_About this task_: Your output should be the line with "Annotate the map: name" followed by every remaining line of the entries, reproduced exactly.

┄┄┄┄┄┄

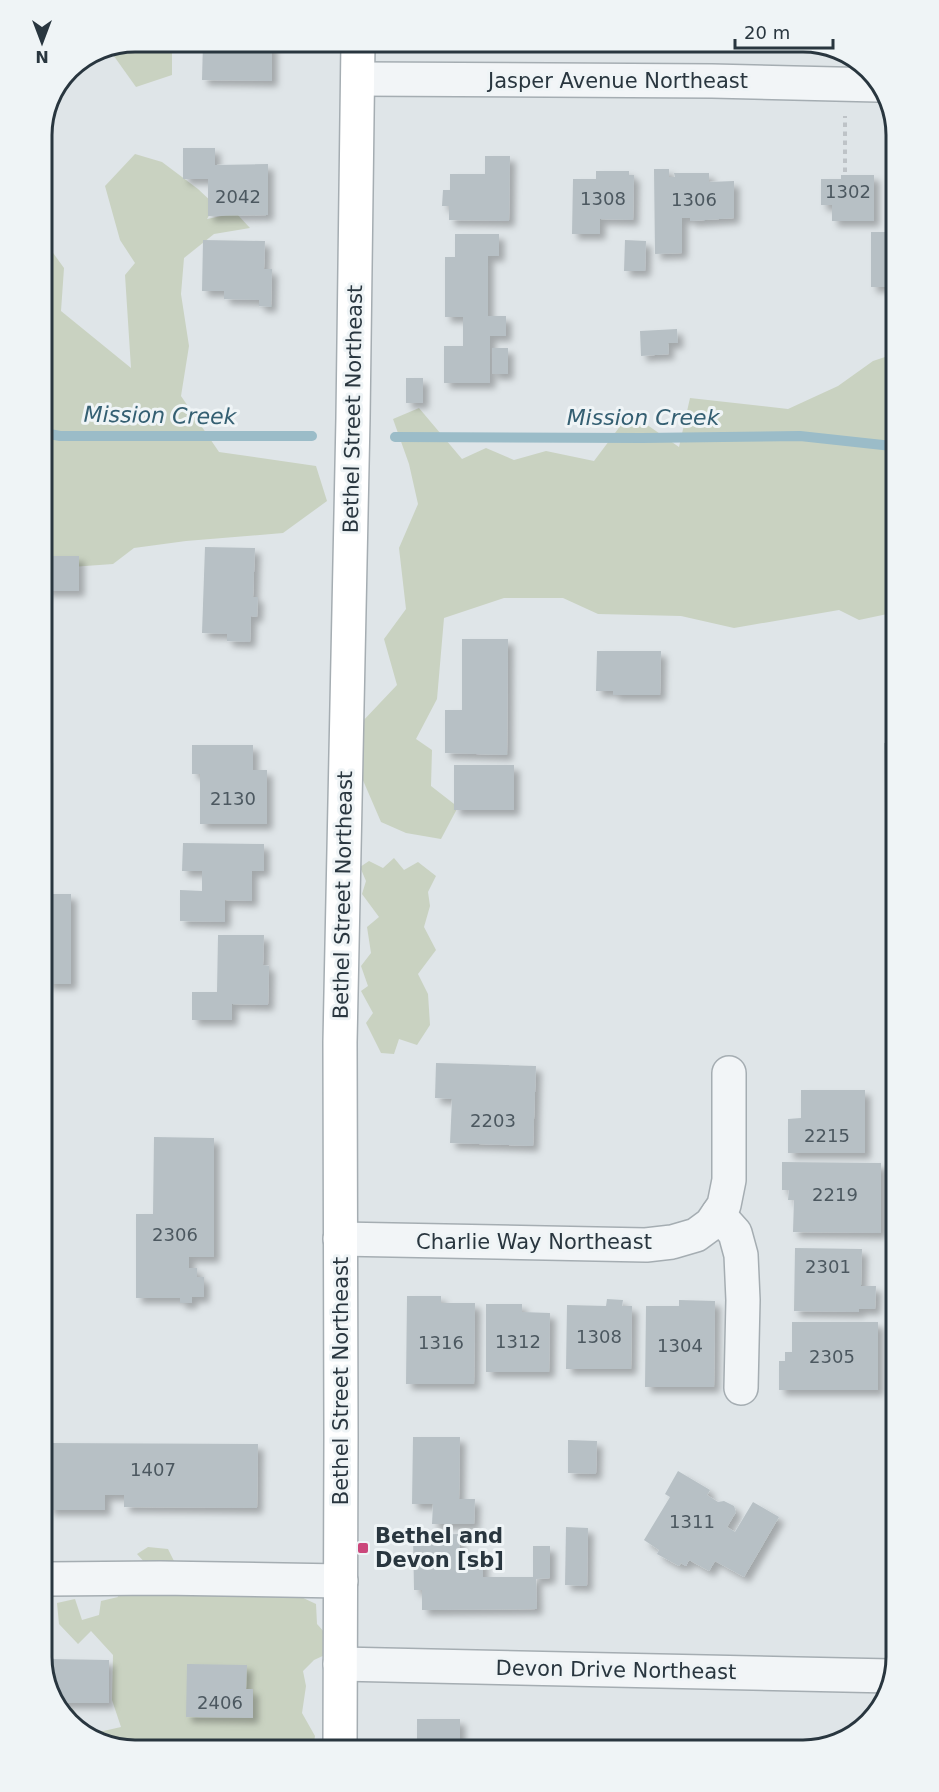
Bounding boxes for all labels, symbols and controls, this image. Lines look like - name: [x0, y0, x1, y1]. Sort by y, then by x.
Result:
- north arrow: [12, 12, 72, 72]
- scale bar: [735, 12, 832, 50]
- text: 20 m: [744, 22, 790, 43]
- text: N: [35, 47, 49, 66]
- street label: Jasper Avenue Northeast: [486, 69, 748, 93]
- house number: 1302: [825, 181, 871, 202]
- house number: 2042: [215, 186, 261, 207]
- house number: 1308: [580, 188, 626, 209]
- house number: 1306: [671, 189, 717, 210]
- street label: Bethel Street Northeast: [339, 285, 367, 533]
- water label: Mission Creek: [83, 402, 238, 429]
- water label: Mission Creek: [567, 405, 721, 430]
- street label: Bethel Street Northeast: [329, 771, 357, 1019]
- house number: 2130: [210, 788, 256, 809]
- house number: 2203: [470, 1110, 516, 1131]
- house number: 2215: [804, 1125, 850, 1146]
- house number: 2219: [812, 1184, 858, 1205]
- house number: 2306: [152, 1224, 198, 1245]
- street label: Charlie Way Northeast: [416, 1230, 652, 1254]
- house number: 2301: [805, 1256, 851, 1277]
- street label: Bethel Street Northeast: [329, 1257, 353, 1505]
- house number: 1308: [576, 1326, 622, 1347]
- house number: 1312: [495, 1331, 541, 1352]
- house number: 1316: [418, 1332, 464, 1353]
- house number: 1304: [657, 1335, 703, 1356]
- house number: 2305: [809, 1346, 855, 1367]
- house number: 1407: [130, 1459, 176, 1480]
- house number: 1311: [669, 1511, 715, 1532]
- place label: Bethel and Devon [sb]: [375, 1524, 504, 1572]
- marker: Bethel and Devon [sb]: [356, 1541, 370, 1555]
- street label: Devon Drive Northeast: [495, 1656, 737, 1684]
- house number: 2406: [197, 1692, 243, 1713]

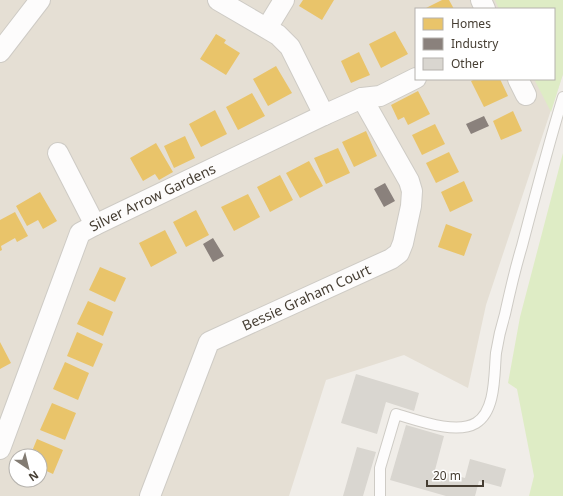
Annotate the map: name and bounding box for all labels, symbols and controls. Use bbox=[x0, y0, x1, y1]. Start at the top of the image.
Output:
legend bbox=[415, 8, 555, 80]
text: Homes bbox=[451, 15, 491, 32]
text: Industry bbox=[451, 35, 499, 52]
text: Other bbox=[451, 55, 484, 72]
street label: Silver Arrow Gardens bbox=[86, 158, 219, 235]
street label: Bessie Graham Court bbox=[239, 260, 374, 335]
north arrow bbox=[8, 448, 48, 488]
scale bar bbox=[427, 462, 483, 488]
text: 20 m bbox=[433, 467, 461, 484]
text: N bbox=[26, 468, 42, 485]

┄┄┄┄┄┄

_Written solution_:
Annotate the map: name and bounding box for all labels, symbols and controls. Use bbox=[x0, y0, x1, y1]. Start at the top of the image.
Output:
legend bbox=[415, 8, 555, 80]
text: Homes bbox=[451, 15, 491, 32]
text: Industry bbox=[451, 35, 499, 52]
text: Other bbox=[451, 55, 484, 72]
street label: Silver Arrow Gardens bbox=[86, 158, 219, 235]
street label: Bessie Graham Court bbox=[239, 260, 374, 335]
north arrow bbox=[8, 448, 48, 488]
scale bar bbox=[427, 462, 483, 488]
text: 20 m bbox=[433, 467, 461, 484]
text: N bbox=[26, 468, 42, 485]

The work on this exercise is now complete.